Last year, we exclusively unveiled the first images from Dozens of Norths, the debut feature from Japanese indie luminary Koji Yamamura. The first trailer from this striking project is now out. (Note that the English title, originally A Dozen Norths, has been changed.)

The experimental film is loosely structured around a person’s journey to a northern land. The narrative unfolds across dreamlike realms populated with characters in states of psychological stasis or distress. The feature will premiere in competition at Japan’s New Chitose Airport International Animation Festival, which will be held on November 5–8. In the meantime, here’s the trailer:

Yamamura is one of Japan’s most prominent independent animation filmmakers. His shorts include the Oscar-nominated Mt. Head, the Ottawa-winning A Country Doctor, and Muybridge’s Strings, a co-production with the National Film Board of Canada.
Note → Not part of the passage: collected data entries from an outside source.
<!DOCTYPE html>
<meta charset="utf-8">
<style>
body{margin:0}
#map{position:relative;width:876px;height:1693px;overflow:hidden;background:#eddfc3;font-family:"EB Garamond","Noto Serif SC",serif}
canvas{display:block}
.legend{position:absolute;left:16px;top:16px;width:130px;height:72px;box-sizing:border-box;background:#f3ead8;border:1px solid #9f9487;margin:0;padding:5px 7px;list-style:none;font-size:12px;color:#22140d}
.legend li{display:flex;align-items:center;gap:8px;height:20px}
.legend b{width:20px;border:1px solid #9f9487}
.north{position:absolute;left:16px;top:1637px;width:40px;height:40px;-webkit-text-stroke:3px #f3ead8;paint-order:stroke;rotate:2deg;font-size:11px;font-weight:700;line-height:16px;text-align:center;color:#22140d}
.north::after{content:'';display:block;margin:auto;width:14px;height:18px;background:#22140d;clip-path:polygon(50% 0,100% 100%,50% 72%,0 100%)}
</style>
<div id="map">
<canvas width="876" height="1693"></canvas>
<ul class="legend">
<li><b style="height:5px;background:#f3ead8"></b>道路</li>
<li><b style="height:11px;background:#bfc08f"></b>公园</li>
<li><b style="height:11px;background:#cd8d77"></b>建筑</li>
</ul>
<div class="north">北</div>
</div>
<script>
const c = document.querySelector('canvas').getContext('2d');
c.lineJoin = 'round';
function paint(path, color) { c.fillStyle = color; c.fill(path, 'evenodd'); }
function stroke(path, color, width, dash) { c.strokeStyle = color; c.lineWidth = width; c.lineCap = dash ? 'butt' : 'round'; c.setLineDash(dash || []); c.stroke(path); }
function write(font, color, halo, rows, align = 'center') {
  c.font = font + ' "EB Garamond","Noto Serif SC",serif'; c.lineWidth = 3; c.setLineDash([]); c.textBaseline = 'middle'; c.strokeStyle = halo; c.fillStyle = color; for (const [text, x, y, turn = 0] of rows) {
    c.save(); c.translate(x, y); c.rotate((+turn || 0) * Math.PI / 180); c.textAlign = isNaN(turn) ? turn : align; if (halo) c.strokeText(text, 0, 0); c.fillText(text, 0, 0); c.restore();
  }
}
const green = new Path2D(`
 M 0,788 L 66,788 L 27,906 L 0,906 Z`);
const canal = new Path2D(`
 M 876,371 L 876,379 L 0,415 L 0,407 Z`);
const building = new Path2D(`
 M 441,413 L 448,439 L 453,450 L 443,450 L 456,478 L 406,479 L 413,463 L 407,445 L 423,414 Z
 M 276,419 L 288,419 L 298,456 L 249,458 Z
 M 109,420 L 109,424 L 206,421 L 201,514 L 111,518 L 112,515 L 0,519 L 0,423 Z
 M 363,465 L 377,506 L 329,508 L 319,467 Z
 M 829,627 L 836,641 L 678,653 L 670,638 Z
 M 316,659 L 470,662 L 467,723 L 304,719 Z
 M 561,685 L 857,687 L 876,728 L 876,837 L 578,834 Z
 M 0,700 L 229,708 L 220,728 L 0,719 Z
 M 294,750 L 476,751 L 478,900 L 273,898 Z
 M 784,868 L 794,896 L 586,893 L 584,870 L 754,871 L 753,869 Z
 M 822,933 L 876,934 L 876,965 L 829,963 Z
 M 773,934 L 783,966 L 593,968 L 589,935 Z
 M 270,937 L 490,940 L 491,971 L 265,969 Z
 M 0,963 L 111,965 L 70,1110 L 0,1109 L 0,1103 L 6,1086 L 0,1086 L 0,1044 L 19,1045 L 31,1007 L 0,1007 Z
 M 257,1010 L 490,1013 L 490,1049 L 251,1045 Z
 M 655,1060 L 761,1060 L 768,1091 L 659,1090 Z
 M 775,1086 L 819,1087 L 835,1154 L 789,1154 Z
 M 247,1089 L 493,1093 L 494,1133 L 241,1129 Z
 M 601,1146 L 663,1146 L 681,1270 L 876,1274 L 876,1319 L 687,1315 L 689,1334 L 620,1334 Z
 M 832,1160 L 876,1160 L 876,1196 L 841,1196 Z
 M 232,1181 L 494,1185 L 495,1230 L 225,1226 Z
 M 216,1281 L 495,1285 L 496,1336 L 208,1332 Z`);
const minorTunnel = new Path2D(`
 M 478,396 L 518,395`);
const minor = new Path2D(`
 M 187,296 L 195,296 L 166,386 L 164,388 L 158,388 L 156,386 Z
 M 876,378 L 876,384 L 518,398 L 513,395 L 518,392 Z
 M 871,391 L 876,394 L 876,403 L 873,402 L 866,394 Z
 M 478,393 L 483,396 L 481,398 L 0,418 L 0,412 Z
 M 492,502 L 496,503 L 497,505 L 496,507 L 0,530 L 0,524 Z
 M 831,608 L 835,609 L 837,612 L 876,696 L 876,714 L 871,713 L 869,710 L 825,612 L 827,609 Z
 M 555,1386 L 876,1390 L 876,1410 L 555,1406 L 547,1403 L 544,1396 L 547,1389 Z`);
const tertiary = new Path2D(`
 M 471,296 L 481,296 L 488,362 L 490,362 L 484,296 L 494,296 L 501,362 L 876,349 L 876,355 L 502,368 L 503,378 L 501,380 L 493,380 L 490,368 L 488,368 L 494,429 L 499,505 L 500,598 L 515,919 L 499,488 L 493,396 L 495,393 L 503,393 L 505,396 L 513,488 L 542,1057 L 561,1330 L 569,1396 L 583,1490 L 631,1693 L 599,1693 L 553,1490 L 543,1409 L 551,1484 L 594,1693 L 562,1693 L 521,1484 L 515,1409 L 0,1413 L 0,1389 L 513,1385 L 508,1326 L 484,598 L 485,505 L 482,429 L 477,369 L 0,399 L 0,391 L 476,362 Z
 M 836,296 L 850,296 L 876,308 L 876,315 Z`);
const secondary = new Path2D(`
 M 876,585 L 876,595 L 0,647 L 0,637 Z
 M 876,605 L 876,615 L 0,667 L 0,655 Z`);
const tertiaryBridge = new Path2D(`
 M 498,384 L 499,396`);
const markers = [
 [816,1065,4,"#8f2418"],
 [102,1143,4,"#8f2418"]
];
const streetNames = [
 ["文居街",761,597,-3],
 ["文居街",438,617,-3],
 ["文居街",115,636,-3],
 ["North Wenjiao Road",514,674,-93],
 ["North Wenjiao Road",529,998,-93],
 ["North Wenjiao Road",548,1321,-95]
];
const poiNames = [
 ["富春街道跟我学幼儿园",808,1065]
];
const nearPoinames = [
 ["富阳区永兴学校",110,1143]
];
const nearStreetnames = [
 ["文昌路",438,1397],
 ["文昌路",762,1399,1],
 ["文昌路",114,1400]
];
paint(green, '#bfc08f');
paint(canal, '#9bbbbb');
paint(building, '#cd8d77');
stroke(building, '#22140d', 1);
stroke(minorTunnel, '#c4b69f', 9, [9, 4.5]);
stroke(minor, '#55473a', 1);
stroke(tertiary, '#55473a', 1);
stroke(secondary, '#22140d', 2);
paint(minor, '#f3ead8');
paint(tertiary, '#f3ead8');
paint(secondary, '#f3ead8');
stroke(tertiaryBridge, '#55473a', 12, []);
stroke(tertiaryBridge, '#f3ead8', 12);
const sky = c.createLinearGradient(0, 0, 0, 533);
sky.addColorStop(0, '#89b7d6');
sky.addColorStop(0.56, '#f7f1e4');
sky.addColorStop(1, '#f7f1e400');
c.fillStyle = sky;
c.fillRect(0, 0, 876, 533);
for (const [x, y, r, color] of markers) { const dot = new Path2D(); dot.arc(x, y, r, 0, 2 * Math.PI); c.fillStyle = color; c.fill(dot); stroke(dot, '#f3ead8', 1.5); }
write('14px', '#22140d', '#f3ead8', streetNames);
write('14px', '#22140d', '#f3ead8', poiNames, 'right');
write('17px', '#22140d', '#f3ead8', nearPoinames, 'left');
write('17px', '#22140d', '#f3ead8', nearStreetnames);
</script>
Dozens of Norths is a co-production between his Yamamura Animation and France’s Miyu Productions. The director worked on it, mostly at his Tokyo studio, with a small team. The film’s world is based on a series of covers Yamamura had previously illustrated for the literary review Bungakukai; the legacy of the 2011 earthquake and tsunami, which occurred in the north of Japan, is also a key influence on the project’s themes and mood.

The animation in the film is very limited. This was an aesthetic choice, Yamamura told me when I interviewed him for the magazine Blink Blank last year. He explained that the role of movement in his work is diminishing with time, while aspects like composition are becoming more important:

Digital technology lets me work on the visual aspects in a more segmented way. Rather than working on the image layer by layer, thinking about what is needed in terms of movement and what would make it all easier to animate, I want to work on the image as a whole. And if I see the need to add more animation, the technology lets me do so. The animation of characters, movement in and of itself, are no more than one element, less essential to my eyes.

The other features in competition at New Chitose are Xi Chen’s Chicken of the Mound, Lorenzo Mattotti’s The Bears’ Famous Invasion of Sicily, and Gabriel Verdugo Soto’s Elulu.